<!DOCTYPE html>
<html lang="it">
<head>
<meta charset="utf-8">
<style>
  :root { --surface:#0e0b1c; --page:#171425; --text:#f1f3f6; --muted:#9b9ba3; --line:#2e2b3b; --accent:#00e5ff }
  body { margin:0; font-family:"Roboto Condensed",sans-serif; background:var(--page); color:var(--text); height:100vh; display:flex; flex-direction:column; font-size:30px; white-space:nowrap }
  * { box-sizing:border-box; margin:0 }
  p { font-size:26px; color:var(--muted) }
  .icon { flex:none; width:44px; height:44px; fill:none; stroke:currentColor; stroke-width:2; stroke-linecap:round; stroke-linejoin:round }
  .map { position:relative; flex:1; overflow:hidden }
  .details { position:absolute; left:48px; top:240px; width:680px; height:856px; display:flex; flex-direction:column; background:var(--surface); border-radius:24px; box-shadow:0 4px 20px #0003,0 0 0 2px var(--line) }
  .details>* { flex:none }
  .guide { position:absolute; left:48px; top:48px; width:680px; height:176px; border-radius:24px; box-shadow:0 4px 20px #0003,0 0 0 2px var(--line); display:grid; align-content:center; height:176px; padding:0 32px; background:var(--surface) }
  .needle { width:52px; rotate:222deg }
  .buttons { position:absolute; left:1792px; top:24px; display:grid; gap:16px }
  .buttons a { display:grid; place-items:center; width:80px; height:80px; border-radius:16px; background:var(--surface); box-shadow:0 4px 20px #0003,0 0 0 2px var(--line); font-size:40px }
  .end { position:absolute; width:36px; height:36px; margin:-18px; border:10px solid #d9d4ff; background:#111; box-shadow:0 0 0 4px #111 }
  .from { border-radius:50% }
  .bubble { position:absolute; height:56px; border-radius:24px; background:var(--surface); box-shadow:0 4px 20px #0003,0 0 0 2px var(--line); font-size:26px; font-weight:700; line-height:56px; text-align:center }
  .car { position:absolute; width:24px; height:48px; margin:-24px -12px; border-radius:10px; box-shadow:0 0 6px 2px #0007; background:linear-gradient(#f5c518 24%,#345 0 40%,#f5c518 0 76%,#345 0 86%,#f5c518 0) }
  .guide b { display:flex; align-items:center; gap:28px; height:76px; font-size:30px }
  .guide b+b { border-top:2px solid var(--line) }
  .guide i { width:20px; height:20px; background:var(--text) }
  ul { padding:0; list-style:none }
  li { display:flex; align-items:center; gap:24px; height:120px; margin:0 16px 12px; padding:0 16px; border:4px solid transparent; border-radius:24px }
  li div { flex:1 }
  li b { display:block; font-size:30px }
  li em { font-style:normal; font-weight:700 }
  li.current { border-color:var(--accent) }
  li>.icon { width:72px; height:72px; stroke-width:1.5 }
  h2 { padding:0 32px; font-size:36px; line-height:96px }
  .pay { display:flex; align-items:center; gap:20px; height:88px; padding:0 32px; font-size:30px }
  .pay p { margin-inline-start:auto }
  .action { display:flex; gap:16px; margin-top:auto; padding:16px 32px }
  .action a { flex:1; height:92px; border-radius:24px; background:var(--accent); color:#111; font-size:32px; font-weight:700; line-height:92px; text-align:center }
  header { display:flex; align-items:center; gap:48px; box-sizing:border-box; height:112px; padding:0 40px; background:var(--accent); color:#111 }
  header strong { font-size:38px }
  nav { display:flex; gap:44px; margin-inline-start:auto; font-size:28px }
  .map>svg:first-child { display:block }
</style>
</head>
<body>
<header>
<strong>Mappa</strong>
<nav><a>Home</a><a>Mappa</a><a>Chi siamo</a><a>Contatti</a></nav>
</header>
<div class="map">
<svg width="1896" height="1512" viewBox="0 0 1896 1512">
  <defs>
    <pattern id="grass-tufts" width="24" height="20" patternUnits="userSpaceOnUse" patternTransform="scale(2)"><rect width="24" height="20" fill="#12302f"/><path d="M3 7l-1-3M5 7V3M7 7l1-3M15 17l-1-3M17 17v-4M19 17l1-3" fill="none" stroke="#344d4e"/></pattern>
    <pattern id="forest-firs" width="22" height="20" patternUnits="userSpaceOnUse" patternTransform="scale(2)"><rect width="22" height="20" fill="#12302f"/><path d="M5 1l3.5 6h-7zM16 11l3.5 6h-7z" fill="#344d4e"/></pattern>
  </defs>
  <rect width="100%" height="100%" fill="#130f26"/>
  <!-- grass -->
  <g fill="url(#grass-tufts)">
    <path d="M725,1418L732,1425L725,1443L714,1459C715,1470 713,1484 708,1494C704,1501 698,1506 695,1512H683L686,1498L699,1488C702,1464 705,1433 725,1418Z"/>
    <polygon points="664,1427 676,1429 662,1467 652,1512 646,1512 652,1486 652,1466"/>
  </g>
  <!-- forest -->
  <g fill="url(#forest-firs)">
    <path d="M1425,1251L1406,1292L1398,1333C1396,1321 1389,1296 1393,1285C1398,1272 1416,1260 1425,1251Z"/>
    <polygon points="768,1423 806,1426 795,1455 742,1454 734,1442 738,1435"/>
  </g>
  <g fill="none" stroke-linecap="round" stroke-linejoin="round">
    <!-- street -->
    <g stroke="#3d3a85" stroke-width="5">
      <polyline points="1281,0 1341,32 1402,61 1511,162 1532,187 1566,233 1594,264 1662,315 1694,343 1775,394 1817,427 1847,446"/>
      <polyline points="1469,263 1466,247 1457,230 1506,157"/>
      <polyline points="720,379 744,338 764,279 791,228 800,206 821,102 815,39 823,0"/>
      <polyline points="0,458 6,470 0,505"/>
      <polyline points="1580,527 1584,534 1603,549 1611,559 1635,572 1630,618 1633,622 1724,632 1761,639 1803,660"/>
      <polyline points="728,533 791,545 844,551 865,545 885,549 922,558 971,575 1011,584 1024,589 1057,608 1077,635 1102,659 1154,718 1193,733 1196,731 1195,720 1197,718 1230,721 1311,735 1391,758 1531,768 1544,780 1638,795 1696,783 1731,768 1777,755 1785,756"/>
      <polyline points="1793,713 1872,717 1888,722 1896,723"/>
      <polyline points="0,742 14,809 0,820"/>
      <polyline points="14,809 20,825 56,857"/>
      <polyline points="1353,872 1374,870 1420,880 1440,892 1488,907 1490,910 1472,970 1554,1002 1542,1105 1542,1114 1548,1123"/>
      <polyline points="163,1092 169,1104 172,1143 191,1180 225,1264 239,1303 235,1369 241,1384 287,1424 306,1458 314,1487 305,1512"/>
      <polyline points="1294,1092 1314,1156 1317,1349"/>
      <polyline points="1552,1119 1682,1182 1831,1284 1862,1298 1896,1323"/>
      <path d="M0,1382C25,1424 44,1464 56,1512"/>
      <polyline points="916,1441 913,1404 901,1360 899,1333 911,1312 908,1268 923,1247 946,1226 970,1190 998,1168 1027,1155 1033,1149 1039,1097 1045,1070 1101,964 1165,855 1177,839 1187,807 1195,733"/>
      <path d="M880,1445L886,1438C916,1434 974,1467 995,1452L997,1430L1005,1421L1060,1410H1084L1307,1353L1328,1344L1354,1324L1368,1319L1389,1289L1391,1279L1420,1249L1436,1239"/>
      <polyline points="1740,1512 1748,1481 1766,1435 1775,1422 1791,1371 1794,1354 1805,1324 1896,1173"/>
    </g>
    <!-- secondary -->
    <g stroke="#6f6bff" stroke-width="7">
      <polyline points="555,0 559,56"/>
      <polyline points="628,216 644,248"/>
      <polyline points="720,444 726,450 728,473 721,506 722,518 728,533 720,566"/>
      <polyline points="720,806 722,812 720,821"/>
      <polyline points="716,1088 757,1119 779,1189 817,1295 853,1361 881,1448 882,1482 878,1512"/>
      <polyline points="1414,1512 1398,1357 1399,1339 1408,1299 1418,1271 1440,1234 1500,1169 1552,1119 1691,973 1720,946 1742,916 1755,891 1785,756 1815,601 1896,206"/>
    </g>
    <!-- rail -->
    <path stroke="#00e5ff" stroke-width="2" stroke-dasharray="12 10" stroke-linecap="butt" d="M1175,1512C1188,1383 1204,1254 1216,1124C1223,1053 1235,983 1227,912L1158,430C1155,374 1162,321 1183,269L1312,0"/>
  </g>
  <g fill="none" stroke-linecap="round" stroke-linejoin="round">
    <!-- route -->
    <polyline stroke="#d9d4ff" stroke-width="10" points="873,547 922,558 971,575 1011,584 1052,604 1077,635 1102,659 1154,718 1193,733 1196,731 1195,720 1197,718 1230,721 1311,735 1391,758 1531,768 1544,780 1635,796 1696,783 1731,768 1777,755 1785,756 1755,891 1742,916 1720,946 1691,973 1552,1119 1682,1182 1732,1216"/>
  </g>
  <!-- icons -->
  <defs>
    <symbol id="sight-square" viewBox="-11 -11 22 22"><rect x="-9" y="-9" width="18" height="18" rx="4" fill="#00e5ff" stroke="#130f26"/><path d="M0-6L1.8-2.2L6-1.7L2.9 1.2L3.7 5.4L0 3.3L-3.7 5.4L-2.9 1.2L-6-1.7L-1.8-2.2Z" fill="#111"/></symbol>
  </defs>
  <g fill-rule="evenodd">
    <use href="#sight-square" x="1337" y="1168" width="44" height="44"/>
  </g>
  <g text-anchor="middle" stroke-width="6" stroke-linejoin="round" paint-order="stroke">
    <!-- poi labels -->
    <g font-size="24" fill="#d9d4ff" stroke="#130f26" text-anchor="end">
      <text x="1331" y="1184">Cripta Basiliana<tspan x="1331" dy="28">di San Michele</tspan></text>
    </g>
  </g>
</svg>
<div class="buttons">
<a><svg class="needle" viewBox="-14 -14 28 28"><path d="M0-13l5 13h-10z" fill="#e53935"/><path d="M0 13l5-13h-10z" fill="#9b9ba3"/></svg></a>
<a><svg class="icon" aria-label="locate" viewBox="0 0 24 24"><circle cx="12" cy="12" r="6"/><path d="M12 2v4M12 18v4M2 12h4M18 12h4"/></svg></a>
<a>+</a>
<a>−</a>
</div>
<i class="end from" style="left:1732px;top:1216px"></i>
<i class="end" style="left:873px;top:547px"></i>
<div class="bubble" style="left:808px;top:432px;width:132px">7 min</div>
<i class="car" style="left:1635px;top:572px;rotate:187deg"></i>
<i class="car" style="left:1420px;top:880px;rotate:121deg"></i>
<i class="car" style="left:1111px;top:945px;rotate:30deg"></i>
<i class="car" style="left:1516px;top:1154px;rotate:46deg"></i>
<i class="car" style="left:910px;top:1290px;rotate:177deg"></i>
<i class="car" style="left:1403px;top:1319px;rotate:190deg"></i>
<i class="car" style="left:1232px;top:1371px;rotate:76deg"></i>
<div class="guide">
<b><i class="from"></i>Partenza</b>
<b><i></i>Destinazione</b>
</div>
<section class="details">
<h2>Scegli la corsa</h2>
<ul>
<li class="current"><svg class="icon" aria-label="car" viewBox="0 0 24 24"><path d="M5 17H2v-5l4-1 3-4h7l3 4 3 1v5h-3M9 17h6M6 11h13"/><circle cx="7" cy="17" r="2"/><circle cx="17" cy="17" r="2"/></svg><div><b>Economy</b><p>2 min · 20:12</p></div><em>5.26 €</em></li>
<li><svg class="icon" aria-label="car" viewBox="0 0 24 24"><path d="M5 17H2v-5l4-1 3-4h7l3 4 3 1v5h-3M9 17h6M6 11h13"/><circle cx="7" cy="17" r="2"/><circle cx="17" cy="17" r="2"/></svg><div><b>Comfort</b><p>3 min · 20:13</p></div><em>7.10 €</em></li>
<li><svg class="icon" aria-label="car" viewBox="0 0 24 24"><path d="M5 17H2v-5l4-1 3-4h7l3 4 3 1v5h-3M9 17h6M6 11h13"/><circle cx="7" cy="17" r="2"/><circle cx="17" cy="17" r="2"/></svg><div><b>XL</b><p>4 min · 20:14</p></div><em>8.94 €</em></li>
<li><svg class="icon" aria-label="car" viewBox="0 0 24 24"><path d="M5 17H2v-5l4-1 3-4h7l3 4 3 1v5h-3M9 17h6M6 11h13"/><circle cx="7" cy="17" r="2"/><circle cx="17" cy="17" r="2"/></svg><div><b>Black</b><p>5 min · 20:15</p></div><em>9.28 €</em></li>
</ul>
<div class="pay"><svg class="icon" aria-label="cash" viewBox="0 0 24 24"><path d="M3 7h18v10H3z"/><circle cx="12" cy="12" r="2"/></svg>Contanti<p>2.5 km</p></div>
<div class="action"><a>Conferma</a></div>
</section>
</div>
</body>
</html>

Description of the task
Your answer should be one number: how many lines in the records above include "grid".

Result of this task
3